▸ **Exercise instructions**
Without the pictures, extract every line from the start of the material to the line containing "Instruction: Parse the", both ends included.

▸ **Input data**
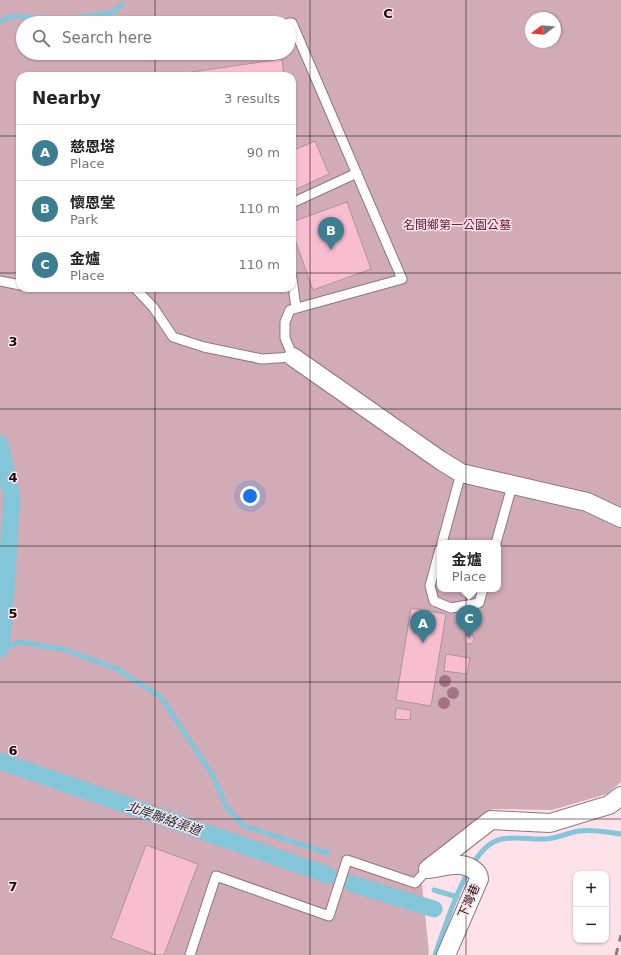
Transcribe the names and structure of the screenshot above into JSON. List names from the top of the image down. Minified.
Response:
{"streets":{"street":["下灣巷"]},"water":["北岸聯絡渠道"],"parks":["名間鄉第一公園公墓"],"north":"left","page":{"search":"Search here","heading":["Nearby","3 results"],"list":[{"mark":"A","name":"慈恩塔","note":"Place","value":"90 m"},{"mark":"B","name":"懷恩堂","note":"Park","value":"110 m"},{"mark":"C","name":"金爐","note":"Place","value":"110 m"}],"pins":["B","C","A"],"popup":["金爐","Place"],"map_buttons":["+","−"]},"grid":{"columns":["C"],"rows":["3","4","5","6","7"]}}
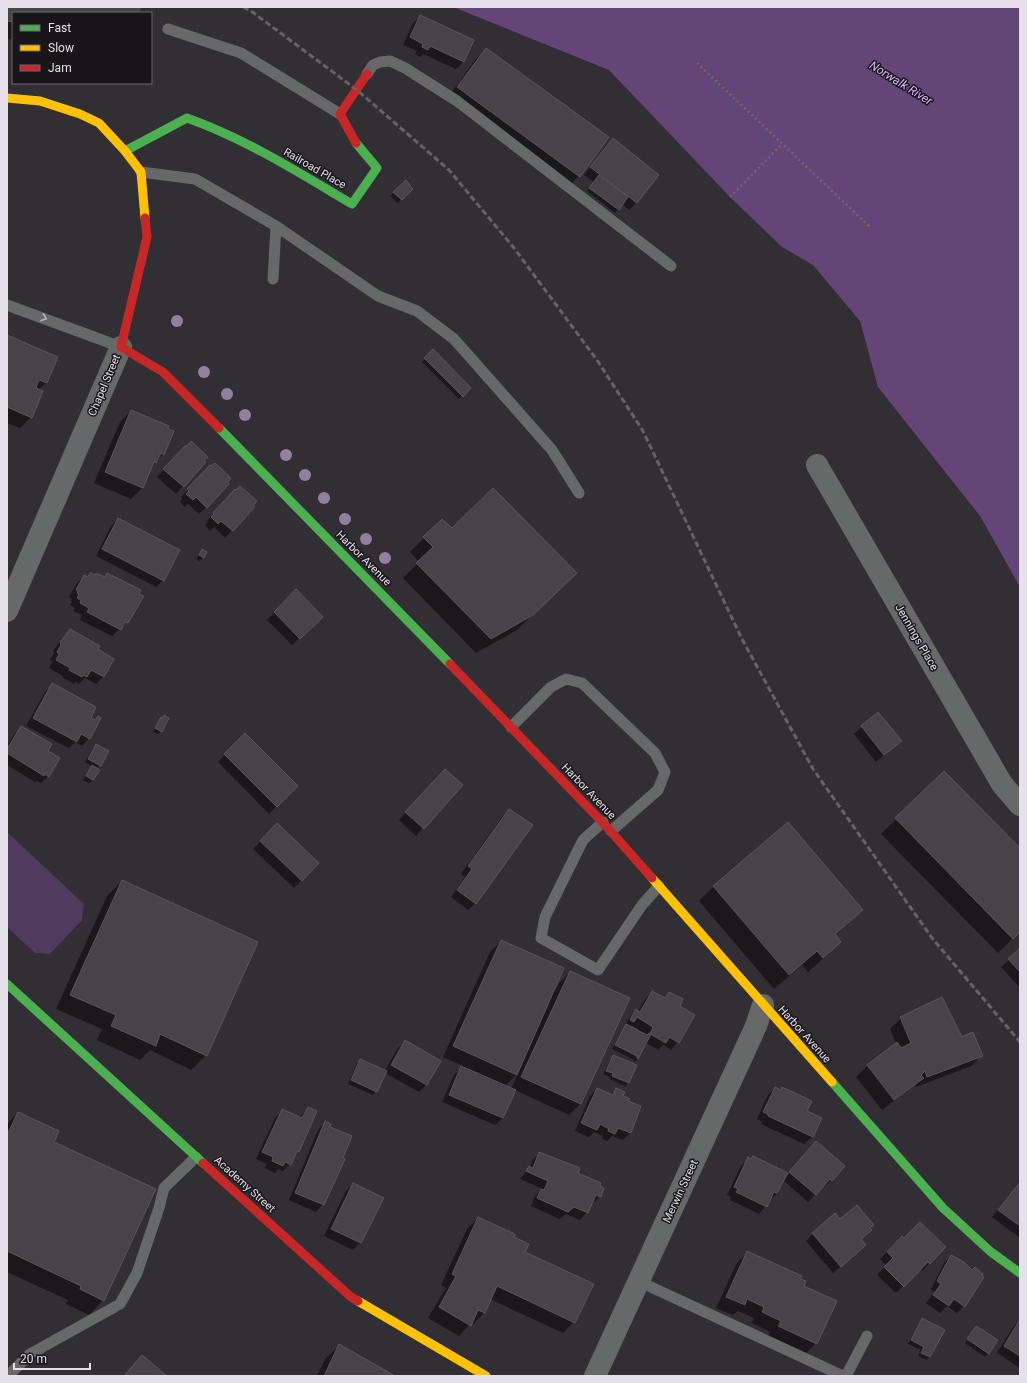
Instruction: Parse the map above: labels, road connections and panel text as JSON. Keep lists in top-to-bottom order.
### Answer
{
  "streets": {
    "main road": [
      "Railroad Place",
      "Chapel Street",
      "Harbor Avenue",
      "Academy Street"
    ],
    "street": ["Jennings Place", "Merwin Street"]
  },
  "crossings": [
    ["Chapel Street", "Harbor Avenue"],
    ["Harbor Avenue", "Merwin Street"]
  ],
  "water": ["Norwalk River"],
  "legend": ["Fast", "Slow", "Jam"],
  "scale_bar": "20 m"
}
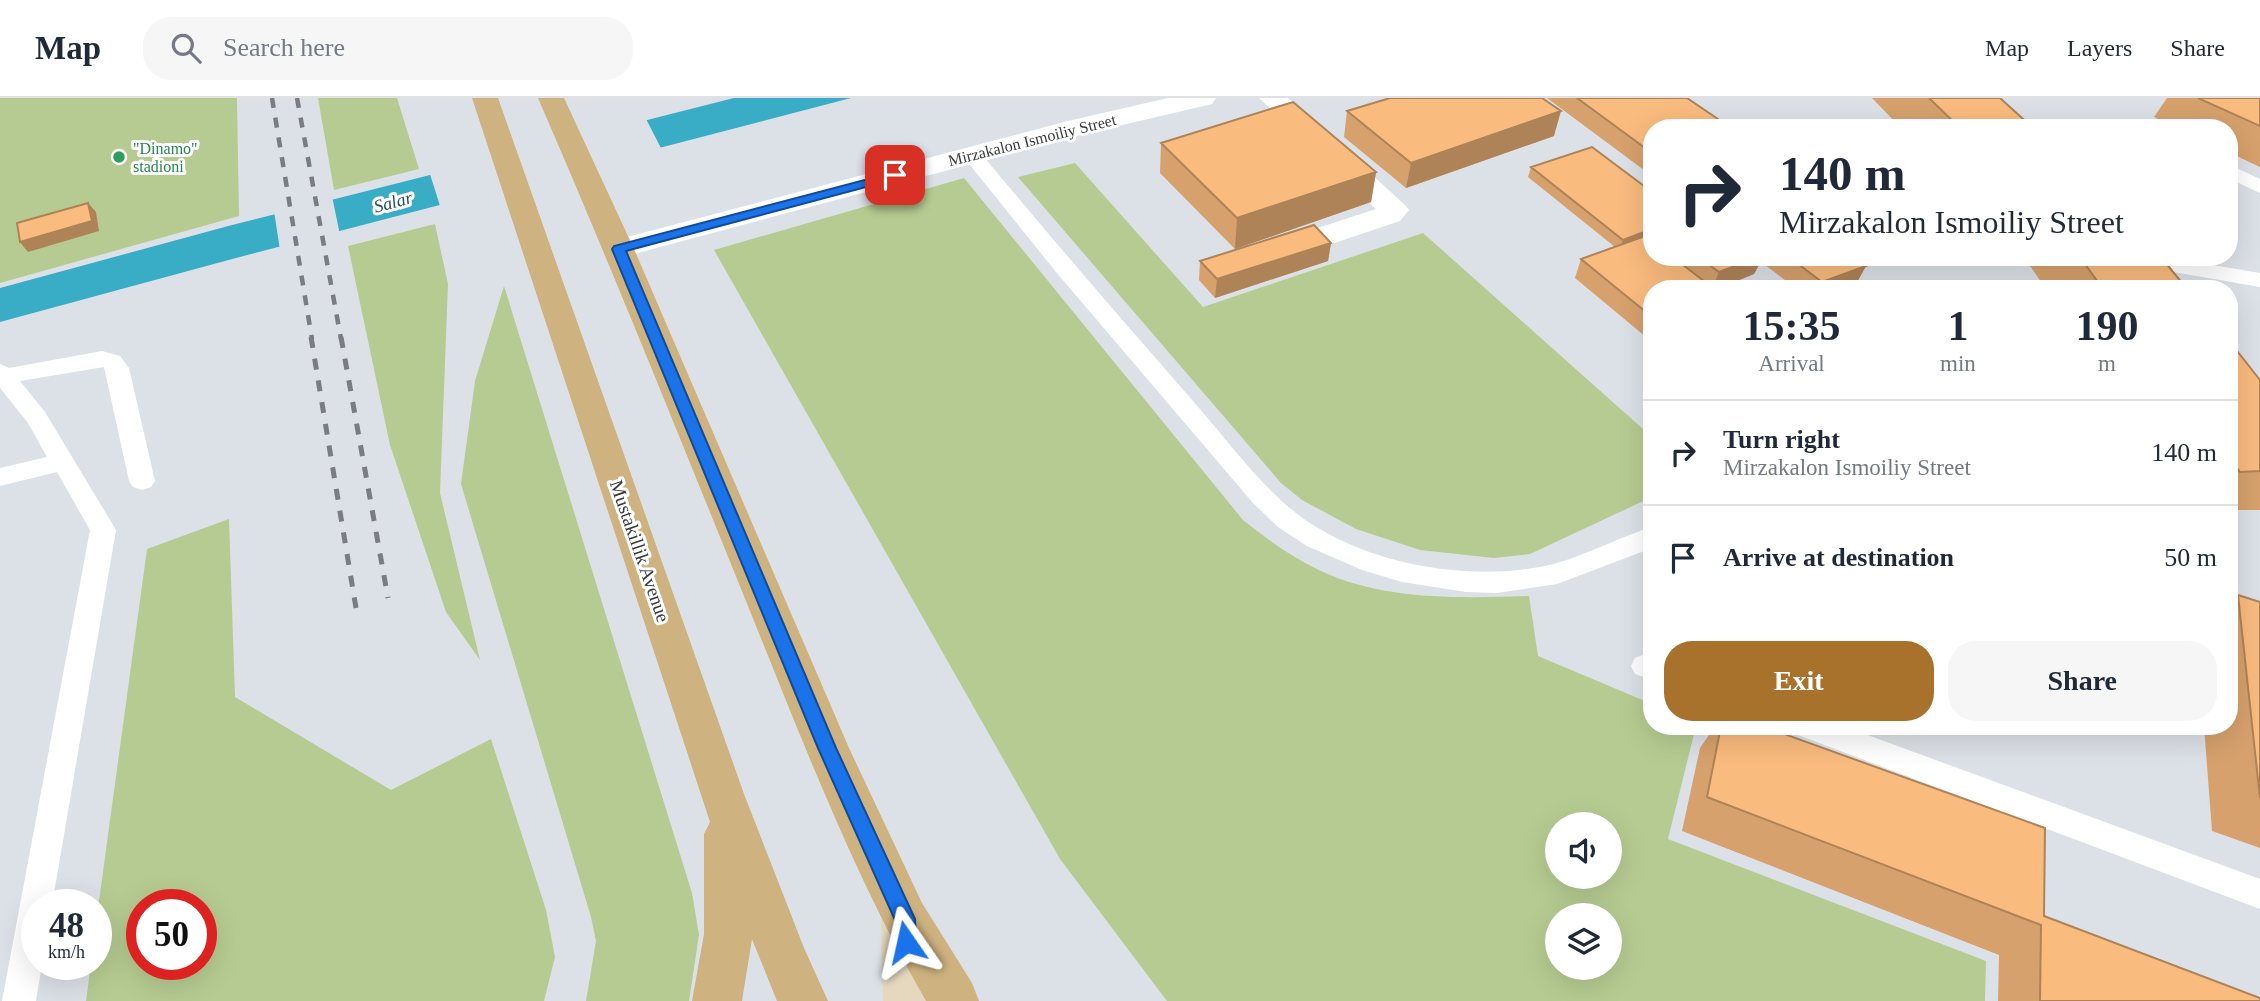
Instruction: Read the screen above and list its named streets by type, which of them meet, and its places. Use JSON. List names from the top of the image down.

▸ **Result below**
Transcribe the names and structure of the screenshot above into JSON. List names from the top of the image down. Minified.
Response:
{"streets":{"street":["下灣巷"]},"water":["北岸聯絡渠道"],"parks":["名間鄉第一公園公墓"],"north":"left","page":{"search":"Search here","heading":["Nearby","3 results"],"list":[{"mark":"A","name":"慈恩塔","note":"Place","value":"90 m"},{"mark":"B","name":"懷恩堂","note":"Park","value":"110 m"},{"mark":"C","name":"金爐","note":"Place","value":"110 m"}],"pins":["B","C","A"],"popup":["金爐","Place"],"map_buttons":["+","−"]},"grid":{"columns":["C"],"rows":["3","4","5","6","7"]}}
Instruction: Parse the map above: labels, road connections and panel text as JSON. Keep lists in top-to-bottom order.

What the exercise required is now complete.